Your objective:
In the listing below, pick out lines with "aria".
──────────
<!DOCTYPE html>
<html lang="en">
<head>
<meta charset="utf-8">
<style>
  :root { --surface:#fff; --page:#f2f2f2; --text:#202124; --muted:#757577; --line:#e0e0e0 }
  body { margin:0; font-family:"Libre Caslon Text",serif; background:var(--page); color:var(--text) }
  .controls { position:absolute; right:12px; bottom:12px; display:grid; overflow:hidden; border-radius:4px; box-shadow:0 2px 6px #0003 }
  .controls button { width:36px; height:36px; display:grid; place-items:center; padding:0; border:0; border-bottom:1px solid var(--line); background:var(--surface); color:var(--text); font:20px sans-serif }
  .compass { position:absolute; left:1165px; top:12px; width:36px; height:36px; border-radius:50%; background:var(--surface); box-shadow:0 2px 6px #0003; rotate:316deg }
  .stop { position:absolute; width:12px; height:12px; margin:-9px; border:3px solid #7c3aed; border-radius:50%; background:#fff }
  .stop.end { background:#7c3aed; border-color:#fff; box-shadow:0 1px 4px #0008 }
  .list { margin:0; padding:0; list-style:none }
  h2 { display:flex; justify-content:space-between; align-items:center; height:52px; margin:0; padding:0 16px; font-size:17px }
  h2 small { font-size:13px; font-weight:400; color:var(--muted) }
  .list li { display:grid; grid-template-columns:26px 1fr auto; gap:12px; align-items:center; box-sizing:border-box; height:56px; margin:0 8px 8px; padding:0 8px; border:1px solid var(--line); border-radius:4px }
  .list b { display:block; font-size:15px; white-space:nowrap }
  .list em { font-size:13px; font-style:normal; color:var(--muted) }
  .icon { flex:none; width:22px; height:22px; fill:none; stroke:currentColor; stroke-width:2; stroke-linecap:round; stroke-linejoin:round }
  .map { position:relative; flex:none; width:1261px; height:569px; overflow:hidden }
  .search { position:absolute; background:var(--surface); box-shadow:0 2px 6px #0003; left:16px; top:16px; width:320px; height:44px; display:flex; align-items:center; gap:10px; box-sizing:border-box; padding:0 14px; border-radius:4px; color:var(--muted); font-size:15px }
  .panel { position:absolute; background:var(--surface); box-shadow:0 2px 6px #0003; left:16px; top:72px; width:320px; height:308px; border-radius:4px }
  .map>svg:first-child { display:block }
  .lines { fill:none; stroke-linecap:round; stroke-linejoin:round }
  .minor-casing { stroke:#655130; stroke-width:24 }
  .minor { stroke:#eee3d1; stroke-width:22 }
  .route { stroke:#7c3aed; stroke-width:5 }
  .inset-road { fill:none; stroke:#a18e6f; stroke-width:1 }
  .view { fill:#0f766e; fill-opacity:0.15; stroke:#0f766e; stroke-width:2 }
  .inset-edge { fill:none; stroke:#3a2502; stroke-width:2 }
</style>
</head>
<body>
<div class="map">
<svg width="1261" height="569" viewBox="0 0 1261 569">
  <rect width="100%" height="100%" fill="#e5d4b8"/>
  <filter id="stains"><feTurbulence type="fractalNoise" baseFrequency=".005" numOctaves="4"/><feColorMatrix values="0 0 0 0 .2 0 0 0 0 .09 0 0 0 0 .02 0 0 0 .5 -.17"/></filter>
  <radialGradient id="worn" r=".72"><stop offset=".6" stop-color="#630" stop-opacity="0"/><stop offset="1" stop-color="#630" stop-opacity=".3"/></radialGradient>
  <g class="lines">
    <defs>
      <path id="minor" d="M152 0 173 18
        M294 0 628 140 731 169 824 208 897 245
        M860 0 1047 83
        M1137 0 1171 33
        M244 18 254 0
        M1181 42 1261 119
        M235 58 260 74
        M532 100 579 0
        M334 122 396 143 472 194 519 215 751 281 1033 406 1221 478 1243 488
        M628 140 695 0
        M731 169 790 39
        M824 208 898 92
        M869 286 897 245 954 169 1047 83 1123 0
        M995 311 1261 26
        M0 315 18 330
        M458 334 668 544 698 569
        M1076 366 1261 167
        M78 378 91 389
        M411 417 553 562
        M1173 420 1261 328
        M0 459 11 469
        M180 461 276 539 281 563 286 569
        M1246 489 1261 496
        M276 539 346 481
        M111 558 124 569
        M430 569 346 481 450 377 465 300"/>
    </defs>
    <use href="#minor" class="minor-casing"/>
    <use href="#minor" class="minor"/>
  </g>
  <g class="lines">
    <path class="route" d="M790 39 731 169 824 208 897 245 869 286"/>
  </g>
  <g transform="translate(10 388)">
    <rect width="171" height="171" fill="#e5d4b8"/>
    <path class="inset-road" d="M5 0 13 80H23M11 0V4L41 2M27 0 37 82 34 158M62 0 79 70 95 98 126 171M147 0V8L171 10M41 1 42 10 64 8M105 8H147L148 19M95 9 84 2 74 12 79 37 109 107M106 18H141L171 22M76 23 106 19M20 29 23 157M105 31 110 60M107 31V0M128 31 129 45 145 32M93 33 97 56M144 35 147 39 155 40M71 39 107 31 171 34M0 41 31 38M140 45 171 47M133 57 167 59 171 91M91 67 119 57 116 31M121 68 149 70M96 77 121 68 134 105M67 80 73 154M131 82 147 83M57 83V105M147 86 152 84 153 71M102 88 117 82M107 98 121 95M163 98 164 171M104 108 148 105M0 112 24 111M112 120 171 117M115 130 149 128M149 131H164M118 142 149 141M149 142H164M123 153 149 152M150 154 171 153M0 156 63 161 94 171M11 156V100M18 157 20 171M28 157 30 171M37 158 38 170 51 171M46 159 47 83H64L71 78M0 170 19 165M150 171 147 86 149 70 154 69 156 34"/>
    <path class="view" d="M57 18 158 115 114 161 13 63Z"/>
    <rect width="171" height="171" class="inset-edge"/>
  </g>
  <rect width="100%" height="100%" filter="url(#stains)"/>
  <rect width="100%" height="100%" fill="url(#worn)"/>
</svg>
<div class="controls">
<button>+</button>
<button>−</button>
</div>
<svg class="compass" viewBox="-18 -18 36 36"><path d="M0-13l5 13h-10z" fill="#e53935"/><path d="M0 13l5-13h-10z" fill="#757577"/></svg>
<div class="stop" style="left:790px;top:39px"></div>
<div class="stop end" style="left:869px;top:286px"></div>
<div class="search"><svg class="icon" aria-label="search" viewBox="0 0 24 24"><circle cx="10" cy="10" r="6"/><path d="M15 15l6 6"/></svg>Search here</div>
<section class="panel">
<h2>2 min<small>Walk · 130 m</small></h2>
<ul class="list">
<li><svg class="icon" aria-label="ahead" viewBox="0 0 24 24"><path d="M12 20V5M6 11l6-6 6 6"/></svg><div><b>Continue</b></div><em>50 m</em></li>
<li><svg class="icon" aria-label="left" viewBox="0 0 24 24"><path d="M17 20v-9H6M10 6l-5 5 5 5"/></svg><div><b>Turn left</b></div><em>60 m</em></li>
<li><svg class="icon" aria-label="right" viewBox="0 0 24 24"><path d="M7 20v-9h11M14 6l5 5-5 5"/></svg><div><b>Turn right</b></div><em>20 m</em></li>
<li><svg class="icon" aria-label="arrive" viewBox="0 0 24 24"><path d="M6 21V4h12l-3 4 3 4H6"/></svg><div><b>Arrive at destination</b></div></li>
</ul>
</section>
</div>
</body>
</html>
──────────
Reply to the exercise:
<div class="search"><svg class="icon" aria-label="search" viewBox="0 0 24 24"><circle cx="10" cy="10" r="6"/><path d="M15 15l6 6"/></svg>Search here</div>
<li><svg class="icon" aria-label="ahead" viewBox="0 0 24 24"><path d="M12 20V5M6 11l6-6 6 6"/></svg><div><b>Continue</b></div><em>50 m</em></li>
<li><svg class="icon" aria-label="left" viewBox="0 0 24 24"><path d="M17 20v-9H6M10 6l-5 5 5 5"/></svg><div><b>Turn left</b></div><em>60 m</em></li>
<li><svg class="icon" aria-label="right" viewBox="0 0 24 24"><path d="M7 20v-9h11M14 6l5 5-5 5"/></svg><div><b>Turn right</b></div><em>20 m</em></li>
<li><svg class="icon" aria-label="arrive" viewBox="0 0 24 24"><path d="M6 21V4h12l-3 4 3 4H6"/></svg><div><b>Arrive at destination</b></div></li>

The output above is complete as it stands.